Brief
For every line in the data below that contains "Wing", copy the line.

(Collected data)
------------------------------------------------

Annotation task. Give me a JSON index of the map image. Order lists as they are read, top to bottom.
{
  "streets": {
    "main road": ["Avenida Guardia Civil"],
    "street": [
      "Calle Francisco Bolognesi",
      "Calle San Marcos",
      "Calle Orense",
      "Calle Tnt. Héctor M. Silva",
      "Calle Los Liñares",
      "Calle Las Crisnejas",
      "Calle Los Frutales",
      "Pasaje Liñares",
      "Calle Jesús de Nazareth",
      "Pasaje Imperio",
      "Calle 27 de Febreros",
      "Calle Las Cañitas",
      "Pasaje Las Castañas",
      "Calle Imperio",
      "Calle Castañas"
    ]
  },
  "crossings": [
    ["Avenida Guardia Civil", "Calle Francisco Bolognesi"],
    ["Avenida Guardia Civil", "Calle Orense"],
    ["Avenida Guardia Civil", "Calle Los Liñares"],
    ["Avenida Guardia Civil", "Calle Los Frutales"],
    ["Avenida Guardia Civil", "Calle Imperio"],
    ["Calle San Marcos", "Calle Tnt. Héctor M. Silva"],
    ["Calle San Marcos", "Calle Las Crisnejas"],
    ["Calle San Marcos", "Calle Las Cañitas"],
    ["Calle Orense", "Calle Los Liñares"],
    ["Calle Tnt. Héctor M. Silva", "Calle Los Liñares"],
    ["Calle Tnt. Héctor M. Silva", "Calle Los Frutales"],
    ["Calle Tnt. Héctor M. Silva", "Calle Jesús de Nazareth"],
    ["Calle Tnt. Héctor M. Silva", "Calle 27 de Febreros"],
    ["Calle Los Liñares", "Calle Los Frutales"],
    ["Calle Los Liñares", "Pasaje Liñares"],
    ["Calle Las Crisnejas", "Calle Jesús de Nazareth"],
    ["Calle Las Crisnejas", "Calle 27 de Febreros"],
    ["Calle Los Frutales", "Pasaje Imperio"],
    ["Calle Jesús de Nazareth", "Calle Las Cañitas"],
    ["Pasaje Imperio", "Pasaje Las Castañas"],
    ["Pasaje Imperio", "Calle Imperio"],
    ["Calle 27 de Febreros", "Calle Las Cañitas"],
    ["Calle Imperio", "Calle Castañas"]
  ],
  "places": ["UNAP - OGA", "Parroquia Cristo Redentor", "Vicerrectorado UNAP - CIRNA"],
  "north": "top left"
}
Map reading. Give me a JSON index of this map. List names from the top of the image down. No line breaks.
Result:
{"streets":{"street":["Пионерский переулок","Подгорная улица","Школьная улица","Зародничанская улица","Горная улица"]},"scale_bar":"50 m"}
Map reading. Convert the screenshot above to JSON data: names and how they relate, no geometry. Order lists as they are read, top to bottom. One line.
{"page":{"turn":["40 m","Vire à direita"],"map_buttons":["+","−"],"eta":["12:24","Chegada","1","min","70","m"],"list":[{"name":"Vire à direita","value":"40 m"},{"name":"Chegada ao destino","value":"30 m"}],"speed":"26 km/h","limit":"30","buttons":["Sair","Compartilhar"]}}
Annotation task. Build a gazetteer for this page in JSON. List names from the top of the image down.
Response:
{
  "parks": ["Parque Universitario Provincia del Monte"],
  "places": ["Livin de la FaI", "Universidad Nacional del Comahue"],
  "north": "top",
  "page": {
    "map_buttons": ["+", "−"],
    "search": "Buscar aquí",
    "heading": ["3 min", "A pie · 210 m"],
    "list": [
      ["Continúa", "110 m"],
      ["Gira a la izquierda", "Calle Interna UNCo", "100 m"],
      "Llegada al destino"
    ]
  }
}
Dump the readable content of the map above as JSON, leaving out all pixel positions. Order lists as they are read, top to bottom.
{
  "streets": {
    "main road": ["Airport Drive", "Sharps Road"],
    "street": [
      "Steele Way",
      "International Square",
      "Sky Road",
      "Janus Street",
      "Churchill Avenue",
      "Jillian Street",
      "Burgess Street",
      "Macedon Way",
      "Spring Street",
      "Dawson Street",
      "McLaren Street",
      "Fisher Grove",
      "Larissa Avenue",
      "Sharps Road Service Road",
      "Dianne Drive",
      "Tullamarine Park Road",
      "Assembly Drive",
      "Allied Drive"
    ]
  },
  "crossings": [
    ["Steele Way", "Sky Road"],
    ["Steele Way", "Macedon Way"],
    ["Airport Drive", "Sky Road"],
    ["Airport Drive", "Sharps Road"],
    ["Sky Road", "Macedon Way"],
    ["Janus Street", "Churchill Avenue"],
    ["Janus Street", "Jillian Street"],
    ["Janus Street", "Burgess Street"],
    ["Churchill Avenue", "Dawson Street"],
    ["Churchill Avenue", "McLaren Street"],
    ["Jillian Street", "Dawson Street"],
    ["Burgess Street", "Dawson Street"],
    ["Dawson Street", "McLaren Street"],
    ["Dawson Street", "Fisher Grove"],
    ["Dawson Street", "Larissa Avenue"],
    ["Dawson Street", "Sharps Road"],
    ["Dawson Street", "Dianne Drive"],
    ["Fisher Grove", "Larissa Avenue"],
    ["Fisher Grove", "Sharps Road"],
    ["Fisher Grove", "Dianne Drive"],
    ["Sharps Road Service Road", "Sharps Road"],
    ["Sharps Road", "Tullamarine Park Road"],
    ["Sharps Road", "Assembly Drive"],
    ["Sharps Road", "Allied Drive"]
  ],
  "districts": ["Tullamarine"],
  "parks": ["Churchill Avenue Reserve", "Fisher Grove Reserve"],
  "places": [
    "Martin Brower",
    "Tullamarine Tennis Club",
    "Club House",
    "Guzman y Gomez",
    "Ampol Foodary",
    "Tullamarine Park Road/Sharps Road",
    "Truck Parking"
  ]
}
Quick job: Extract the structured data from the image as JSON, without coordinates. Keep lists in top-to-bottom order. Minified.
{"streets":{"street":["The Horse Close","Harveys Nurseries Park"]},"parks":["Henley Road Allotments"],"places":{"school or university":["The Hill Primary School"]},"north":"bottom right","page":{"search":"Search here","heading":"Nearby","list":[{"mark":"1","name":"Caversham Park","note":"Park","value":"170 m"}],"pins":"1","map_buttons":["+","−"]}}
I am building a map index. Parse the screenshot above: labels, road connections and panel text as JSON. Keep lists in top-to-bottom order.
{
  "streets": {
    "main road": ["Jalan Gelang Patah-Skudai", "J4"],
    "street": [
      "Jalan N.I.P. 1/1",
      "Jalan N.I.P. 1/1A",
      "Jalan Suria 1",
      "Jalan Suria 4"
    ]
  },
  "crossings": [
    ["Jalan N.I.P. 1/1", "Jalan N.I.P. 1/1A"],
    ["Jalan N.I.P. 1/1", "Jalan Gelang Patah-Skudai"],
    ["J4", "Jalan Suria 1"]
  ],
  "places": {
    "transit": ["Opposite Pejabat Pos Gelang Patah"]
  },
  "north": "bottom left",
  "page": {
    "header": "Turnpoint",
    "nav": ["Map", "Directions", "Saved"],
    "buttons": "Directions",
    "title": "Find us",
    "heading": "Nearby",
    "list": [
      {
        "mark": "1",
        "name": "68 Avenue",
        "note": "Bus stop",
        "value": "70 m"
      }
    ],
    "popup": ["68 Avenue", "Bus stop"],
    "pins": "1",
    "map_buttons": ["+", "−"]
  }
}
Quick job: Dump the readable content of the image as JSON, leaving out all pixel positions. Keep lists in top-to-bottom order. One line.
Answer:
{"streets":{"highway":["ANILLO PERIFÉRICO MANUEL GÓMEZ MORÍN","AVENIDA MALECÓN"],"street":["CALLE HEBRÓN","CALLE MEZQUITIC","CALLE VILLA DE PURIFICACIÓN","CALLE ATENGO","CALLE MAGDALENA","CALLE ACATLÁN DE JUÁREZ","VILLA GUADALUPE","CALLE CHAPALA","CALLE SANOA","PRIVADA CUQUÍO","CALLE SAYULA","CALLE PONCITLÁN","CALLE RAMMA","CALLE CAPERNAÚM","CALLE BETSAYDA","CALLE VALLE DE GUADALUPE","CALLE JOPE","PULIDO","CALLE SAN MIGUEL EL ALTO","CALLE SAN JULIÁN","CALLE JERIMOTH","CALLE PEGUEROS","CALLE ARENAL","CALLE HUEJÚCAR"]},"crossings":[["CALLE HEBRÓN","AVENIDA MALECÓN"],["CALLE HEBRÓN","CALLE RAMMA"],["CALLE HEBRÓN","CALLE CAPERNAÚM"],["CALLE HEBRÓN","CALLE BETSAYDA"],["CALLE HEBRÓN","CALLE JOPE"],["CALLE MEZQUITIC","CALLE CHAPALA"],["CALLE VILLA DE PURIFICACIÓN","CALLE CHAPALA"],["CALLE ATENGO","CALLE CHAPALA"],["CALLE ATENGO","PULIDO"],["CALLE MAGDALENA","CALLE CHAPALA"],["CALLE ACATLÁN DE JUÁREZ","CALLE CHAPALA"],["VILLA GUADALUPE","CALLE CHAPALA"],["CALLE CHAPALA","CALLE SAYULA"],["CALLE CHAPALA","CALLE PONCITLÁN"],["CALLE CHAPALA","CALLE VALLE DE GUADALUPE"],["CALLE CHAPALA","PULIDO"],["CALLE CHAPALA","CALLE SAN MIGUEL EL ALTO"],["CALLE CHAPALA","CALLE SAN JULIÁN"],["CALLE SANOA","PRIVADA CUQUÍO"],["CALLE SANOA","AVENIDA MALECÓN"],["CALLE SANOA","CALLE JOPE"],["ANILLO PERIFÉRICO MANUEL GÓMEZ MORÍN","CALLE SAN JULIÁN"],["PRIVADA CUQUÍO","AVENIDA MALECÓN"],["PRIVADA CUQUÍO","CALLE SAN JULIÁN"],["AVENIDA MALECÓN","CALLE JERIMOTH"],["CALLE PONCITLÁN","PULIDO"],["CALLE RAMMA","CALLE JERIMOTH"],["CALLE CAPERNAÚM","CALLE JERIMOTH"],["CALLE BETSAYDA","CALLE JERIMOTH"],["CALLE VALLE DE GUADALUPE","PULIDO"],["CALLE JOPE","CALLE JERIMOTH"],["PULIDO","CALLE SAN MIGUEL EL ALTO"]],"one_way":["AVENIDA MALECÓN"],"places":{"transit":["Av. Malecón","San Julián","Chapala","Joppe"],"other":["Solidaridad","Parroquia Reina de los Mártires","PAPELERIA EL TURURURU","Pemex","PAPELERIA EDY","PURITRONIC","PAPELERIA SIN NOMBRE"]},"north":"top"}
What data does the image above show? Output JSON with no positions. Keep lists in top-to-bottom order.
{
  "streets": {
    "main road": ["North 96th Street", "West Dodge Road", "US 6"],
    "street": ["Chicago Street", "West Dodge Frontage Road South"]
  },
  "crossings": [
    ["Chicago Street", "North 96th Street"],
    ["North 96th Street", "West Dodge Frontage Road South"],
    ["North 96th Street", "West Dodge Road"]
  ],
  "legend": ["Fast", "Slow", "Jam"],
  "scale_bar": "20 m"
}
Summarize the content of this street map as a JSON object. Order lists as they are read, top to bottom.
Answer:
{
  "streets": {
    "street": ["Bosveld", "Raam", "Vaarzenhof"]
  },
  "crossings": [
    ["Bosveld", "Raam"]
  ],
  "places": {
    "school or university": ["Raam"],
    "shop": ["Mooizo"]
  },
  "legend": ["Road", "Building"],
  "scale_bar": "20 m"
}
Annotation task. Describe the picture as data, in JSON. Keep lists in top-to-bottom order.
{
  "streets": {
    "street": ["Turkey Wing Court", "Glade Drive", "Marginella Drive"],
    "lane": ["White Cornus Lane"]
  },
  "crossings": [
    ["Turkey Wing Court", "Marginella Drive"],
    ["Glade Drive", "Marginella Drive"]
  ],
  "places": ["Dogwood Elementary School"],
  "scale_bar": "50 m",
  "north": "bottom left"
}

------------------------------------------------

Solution to this exercise
    "street": ["Turkey Wing Court", "Glade Drive", "Marginella Drive"],
    ["Turkey Wing Court", "Marginella Drive"],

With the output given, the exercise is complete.